Crossing the room to his side, she squatted down. ‘Is your vision still bad?’ she queried, taking hold of his wrist so she could work the first gold link free.
‘No,’ he grunted, annoyed that she could be so damn perceptive. ‘What made you just walk out?’
‘I don’t like the rules you’ve set up around here.’ Having freed that cufflink, she made him wince when she reached across him to lift up his other wrist—the one on his injured side. ‘If you can allow a visit from Claudia then I don’t see why you can’t let in the rest of your friends and family as well.’
‘Claudia is a special case—ouch,’ he complained.
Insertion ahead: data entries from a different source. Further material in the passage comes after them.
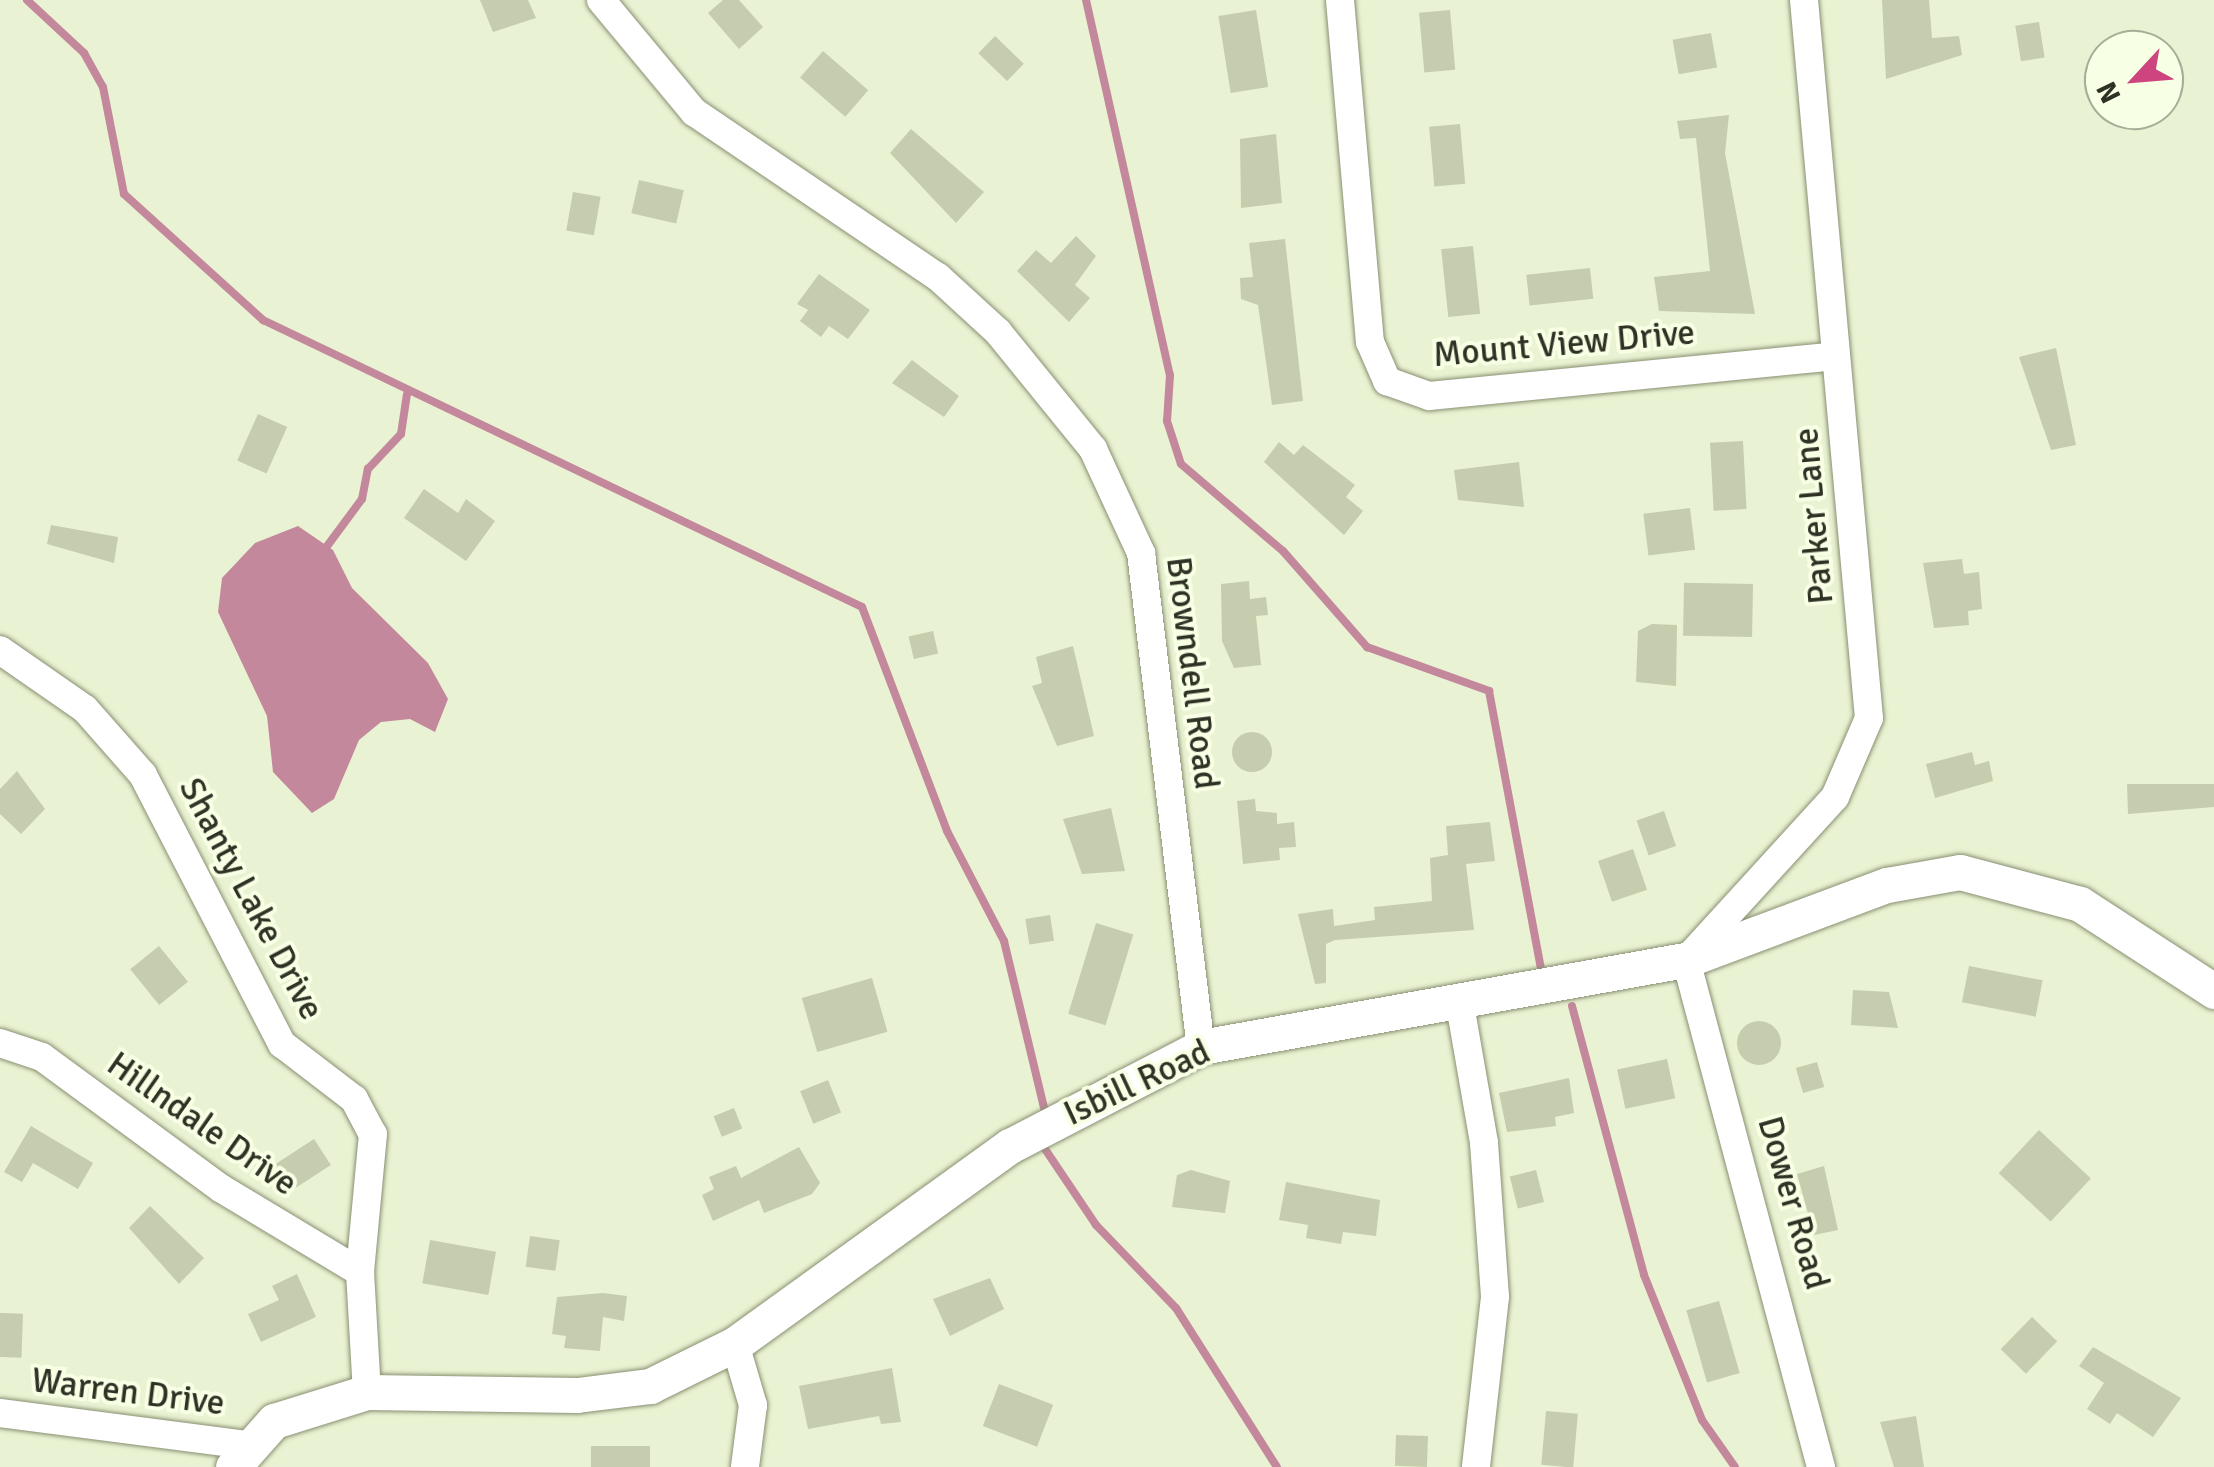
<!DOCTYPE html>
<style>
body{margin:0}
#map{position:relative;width:2214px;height:1467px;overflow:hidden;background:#e9f2d2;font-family:Signika,sans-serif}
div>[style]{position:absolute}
.water>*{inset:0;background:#c4889c}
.stream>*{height:8px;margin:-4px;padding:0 4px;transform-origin:4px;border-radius:4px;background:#c4889c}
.building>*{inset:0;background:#c5cdae;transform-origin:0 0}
.round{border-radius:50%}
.roads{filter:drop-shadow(0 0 2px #889072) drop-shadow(0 0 2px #889072)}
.minor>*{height:28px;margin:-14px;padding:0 14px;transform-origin:14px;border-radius:14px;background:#fff}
.tertiary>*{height:35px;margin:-17.5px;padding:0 17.5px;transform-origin:17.5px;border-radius:17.5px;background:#fff}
span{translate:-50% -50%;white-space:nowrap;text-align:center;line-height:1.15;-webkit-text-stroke:8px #f7ffe4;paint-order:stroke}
.street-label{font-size:35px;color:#2e3124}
.north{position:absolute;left:2084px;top:30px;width:100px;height:100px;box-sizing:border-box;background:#f7ffe4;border:2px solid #a7ad97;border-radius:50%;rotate:244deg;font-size:28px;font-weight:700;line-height:40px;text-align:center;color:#2e3124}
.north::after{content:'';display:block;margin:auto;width:35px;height:45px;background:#cd447f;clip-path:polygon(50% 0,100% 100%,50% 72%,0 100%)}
</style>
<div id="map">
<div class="water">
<div style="clip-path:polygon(298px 526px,333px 550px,352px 588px,428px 663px,448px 699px,435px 732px,410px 719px,381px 722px,359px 740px,334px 799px,312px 813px,273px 772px,267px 716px,218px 612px,222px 578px,255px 543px)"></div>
</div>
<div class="stream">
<div style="left:27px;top:0;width:78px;rotate:42.9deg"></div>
<div style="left:84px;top:53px;width:39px;rotate:61deg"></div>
<div style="left:103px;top:87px;width:109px;rotate:78.9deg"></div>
<div style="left:124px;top:194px;width:188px;rotate:42.2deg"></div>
<div style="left:263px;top:320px;width:664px;rotate:25.6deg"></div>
<div style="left:862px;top:607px;width:240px;rotate:69.2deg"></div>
<div style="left:947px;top:831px;width:124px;rotate:62.6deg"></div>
<div style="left:1004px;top:941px;width:172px;rotate:76.5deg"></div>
<div style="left:1086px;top:0;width:384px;rotate:77.4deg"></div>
<div style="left:1170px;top:375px;width:46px;rotate:93.7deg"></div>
<div style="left:1167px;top:421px;width:45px;rotate:72deg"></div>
<div style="left:1181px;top:464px;width:134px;rotate:40.5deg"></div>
<div style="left:1283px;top:551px;width:128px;rotate:48.8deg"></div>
<div style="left:1367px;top:647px;width:130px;rotate:19.8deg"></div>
<div style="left:1489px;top:691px;width:282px;rotate:79.4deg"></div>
<div style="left:322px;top:553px;width:67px;rotate:-53.5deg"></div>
<div style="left:362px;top:499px;width:31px;rotate:-79deg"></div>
<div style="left:368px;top:469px;width:48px;rotate:-46.7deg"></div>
<div style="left:401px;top:434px;width:40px;rotate:-81.5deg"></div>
<div style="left:1572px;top:1006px;width:278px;rotate:75deg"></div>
<div style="left:1644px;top:1275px;width:156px;rotate:68.2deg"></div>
<div style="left:1702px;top:1420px;width:57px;rotate:54.9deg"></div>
<div style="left:1045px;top:1149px;width:92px;rotate:56.1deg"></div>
<div style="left:1096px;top:1225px;width:115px;rotate:46.1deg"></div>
<div style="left:1176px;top:1308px;width:188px;rotate:57.6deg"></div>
</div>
<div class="building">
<div style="clip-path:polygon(480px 0,528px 0,536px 18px,493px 32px)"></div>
<div style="clip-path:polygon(723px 0,739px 0,763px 27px,739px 49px,708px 13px)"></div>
<div style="clip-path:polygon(1882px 0,1929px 0,1932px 38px,1959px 36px,1962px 55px,1886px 79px)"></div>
<div style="left:1256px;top:10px;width:78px;height:38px;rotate:81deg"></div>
<div style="left:1450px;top:10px;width:60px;height:31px;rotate:85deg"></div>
<div style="left:2039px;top:22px;width:36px;height:24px;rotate:81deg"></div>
<div style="left:1711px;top:33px;width:35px;height:39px;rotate:80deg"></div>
<div style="left:995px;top:36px;width:40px;height:24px;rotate:44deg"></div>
<div style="left:823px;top:51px;width:60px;height:35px;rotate:41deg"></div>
<div style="clip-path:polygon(1729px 115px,1725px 153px,1755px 314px,1659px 311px,1654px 277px,1710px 271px,1696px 138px,1680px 139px,1677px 121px)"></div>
<div style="left:1460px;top:124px;width:60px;height:31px;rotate:85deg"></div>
<div style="clip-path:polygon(911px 129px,984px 192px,956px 223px,890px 153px)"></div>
<div style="clip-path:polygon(1276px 134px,1282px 203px,1241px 208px,1240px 139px)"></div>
<div style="left:639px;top:180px;width:46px;height:34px;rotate:13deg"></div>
<div style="left:573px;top:192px;width:28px;height:39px;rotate:10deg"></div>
<div style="clip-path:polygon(1076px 236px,1096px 256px,1075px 285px,1090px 298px,1069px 322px,1017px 271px,1036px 250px,1051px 263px)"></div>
<div style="clip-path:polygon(1285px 239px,1303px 401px,1272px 405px,1258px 305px,1241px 299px,1240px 278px,1253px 277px,1249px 243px)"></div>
<div style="left:1473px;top:246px;width:68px;height:32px;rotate:84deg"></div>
<div style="left:1590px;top:268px;width:31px;height:64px;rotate:84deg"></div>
<div style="clip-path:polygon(819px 274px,870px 310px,848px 339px,829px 326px,821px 337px,800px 321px,808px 310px,797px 304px)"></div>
<div style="clip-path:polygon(2056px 348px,2076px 445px,2051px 450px,2019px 357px)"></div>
<div style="clip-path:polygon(912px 360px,959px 396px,944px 417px,892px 383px)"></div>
<div style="left:258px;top:414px;width:32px;height:51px;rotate:24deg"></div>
<div style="left:1743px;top:441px;width:68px;height:33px;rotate:87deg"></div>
<div style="clip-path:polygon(1279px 442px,1294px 455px,1303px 445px,1355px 485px,1346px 497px,1363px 511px,1344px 535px,1264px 462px)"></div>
<div style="clip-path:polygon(1519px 462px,1524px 507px,1458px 500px,1454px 470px)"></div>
<div style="clip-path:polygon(424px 489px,458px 513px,466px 499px,495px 521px,466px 561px,404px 518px)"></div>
<div style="left:1690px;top:508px;width:42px;height:47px;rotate:83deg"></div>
<div style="clip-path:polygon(51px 525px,118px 537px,114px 563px,47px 544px)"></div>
<div style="clip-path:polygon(1962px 559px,1964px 574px,1979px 572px,1982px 609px,1968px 611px,1969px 625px,1934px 628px,1923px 563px)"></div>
<div style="clip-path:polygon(1249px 581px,1250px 599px,1266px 597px,1268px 615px,1256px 616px,1261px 665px,1234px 668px,1222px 641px,1221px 584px)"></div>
<div style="left:1753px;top:584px;width:53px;height:69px;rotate:91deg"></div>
<div style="clip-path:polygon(1652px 624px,1677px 625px,1676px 686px,1636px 682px,1638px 631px)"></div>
<div style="left:933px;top:631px;width:23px;height:25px;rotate:77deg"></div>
<div style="clip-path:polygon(1073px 646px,1094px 736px,1057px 746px,1032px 686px,1042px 683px,1036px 657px)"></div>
<div class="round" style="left:1232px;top:732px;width:40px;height:40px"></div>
<div style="clip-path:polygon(1972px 752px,1975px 765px,1989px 761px,1993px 781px,1935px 798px,1926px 764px)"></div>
<div style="clip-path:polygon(17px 771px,45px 809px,21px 834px,0 814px,0 789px)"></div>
<div style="clip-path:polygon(2127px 784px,2214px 784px,2214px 807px,2128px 814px)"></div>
<div style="clip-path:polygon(1255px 799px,1256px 811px,1277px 813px,1277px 824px,1294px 822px,1296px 847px,1279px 848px,1280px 860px,1243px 864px,1237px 801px)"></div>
<div style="clip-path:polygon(1111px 808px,1125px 871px,1082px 874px,1063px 819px)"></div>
<div style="left:1664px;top:811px;width:37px;height:29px;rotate:71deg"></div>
<div style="clip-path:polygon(1490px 822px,1495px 861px,1466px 864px,1474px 930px,1335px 940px,1326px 944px,1326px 983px,1315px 984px,1298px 914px,1333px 909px,1334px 926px,1375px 920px,1374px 907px,1432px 901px,1430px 858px,1448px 855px,1446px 826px)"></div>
<div style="left:1633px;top:849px;width:43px;height:37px;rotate:71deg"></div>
<div style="left:1050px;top:915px;width:26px;height:25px;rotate:81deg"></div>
<div style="left:1096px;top:923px;width:39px;height:95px;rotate:17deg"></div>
<div style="left:159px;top:946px;width:46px;height:37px;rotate:51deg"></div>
<div style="left:1969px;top:966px;width:75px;height:37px;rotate:11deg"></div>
<div style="left:872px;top:978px;width:56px;height:73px;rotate:74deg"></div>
<div style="clip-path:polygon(1853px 990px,1889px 992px,1898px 1028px,1851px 1025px)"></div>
<div class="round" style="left:1737px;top:1021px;width:44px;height:44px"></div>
<div style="left:1667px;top:1059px;width:40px;height:51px;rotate:78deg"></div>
<div style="left:1817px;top:1062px;width:26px;height:22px;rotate:74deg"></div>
<div style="clip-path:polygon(1569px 1078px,1574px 1113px,1555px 1117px,1556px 1126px,1507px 1132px,1499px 1093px)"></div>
<div style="left:828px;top:1080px;width:35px;height:30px;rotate:68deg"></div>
<div style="left:734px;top:1108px;width:22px;height:22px;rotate:68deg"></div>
<div style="clip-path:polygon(31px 1126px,93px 1163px,78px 1189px,33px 1163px,22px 1182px,4px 1172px)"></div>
<div style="left:2039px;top:1130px;width:71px;height:59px;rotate:43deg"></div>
<div style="left:314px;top:1139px;width:31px;height:50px;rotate:57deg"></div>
<div style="clip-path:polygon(799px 1147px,820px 1183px,812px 1194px,764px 1213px,759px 1200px,713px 1221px,702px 1195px,714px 1189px,709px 1177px,736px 1166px,741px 1178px)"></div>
<div style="clip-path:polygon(1824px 1166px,1838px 1230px,1814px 1235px,1797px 1174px)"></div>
<div style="clip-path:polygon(1191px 1170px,1230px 1181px,1225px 1213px,1172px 1207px,1177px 1175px)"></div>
<div style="left:1536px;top:1170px;width:33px;height:27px;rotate:76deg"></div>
<div style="clip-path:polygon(1286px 1182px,1380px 1200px,1376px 1236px,1343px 1232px,1341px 1244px,1306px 1238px,1308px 1225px,1279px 1220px)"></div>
<div style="clip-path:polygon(150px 1206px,204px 1258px,179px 1284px,129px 1228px)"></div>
<div style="left:530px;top:1236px;width:30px;height:31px;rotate:8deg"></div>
<div style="left:430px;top:1240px;width:67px;height:44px;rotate:10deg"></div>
<div style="clip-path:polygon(297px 1274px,316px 1317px,261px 1342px,248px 1314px,279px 1300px,272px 1286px)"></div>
<div style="clip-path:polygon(990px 1278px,1004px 1309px,950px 1336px,933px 1299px)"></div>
<div style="clip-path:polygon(603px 1293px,627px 1296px,624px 1321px,603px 1317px,600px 1351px,564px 1348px,566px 1336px,552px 1334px,557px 1297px)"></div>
<div style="left:1719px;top:1301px;width:75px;height:34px;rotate:74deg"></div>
<div style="left:0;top:1313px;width:23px;height:44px;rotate:2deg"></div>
<div style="left:2032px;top:1317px;width:35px;height:45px;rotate:44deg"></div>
<div style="clip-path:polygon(2093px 1347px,2181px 1398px,2153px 1437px,2117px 1413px,2110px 1424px,2087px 1409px,2104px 1383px,2079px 1366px)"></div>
<div style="clip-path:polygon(892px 1368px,901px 1422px,881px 1424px,879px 1416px,808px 1429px,799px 1386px)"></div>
<div style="left:999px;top:1384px;width:58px;height:45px;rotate:21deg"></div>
<div style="left:1546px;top:1411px;width:32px;height:54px;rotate:5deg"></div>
<div style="clip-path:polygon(1916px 1416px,1924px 1467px,1894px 1467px,1880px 1422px)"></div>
<div style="left:1428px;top:1436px;width:31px;height:32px;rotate:92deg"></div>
<div style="left:591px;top:1446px;width:59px;height:21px"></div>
</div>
<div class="roads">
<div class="minor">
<div style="left:601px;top:0;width:146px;rotate:50.3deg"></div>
<div style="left:694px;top:112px;width:295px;rotate:34.1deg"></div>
<div style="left:938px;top:277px;width:81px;rotate:42.5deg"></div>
<div style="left:998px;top:332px;width:151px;rotate:50.9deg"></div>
<div style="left:1093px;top:449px;width:115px;rotate:65.2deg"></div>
<div style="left:1141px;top:553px;width:498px;rotate:83.1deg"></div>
<div style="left:1340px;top:0;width:343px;rotate:85deg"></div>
<div style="left:1370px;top:342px;width:43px;rotate:66.4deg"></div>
<div style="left:1387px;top:381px;width:45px;rotate:19.7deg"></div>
<div style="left:1429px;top:396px;width:409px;rotate:-5.6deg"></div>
<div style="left:1804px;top:0;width:721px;rotate:84.83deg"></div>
<div style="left:1869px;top:718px;width:86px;rotate:113.3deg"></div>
<div style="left:1835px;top:797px;width:221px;rotate:132.4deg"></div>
<div style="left:1686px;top:960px;width:525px;rotate:75.09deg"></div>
<div style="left:0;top:650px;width:103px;rotate:34.8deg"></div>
<div style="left:85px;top:709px;width:88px;rotate:48.7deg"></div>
<div style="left:143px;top:775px;width:303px;rotate:62.7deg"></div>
<div style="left:282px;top:1044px;width:91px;rotate:37.4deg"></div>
<div style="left:354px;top:1099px;width:40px;rotate:62deg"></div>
<div style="left:373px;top:1134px;width:139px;rotate:95.4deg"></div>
<div style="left:360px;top:1272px;width:120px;rotate:86.7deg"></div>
<div style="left:1460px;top:1005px;width:140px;rotate:80.1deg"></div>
<div style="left:1484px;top:1143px;width:154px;rotate:85.9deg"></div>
<div style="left:1495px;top:1297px;width:171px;rotate:96.4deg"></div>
<div style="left:0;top:1043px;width:44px;rotate:18.4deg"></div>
<div style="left:42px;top:1057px;width:223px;rotate:36.3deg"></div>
<div style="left:222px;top:1189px;width:161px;rotate:31deg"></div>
<div style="left:735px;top:1344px;width:64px;rotate:73.6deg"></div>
<div style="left:753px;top:1405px;width:63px;rotate:97.4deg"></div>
<div style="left:0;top:1413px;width:248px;rotate:7.4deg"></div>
</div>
<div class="tertiary">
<div style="left:233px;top:1467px;width:62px;rotate:-48.3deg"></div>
<div style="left:274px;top:1421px;width:97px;rotate:-17.3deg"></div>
<div style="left:367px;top:1392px;width:210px;rotate:0.8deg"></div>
<div style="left:577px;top:1395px;width:74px;rotate:-7deg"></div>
<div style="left:650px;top:1386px;width:95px;rotate:-26.3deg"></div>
<div style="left:735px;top:1344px;width:339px;rotate:-35.8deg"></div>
<div style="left:1010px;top:1146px;width:215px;rotate:-27.4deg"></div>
<div style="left:1201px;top:1047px;width:493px;rotate:-10.2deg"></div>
<div style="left:1686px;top:960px;width:215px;rotate:-20.5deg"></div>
<div style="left:1887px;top:885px;width:74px;rotate:-10.1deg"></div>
<div style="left:1960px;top:872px;width:124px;rotate:14.9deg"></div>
<div style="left:2080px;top:904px;width:160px;rotate:33deg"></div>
</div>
</div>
<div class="street-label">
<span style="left:1564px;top:344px;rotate:-5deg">Mount View Drive</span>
<span style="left:1814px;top:516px;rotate:-95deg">Parker Lane</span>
<span style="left:1192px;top:673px;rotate:83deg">Browndell Road</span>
<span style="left:251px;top:899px;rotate:62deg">Shanty Lake Drive</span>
<span style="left:1137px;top:1083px;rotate:-25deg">Isbill Road</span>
<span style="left:202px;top:1124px;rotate:35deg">Hillndale Drive</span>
<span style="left:1793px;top:1203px;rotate:74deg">Dower Road</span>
<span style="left:128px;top:1392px;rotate:7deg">Warren Drive</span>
</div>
<div class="north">N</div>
</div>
‘Sorry,’ Lexi said. ‘I accept that she has to be a special case, but …’ Her hair was getting in her way as she bent over the task in hand, and she paused to loop the long tresses back behind her ear, meeting Franco’s fingers as they arrived to do the same thing. Like an idiot, she glanced up and caught the full power of his glowing dark gaze as the back of his fingers stroked against her warm cheek. Sensation erupted with a swirling coil of sensual heat low down in her belly.
‘But what?’ he prompted distractedly.
Lexi struggled to remember what she had been going to say. In fact she was struggling to think of anything other than that look in his eyes that she knew so well. ‘Your rules are irrationally selective,’ she managed to finish. ‘Or is it just me you don’t want to discuss the accident and Marco with?’
‘I need a shower. Care to join me?’ he invited softly, gently stroking her hair back behind her ear so that she quivered.
More blocking tactics, she thought, and decided to ignore him for a change. Frowning, she dragged her attention back to releasing the second cufflink, then she sighed, sitting back on her heels and thereby removing herself from his easy reach.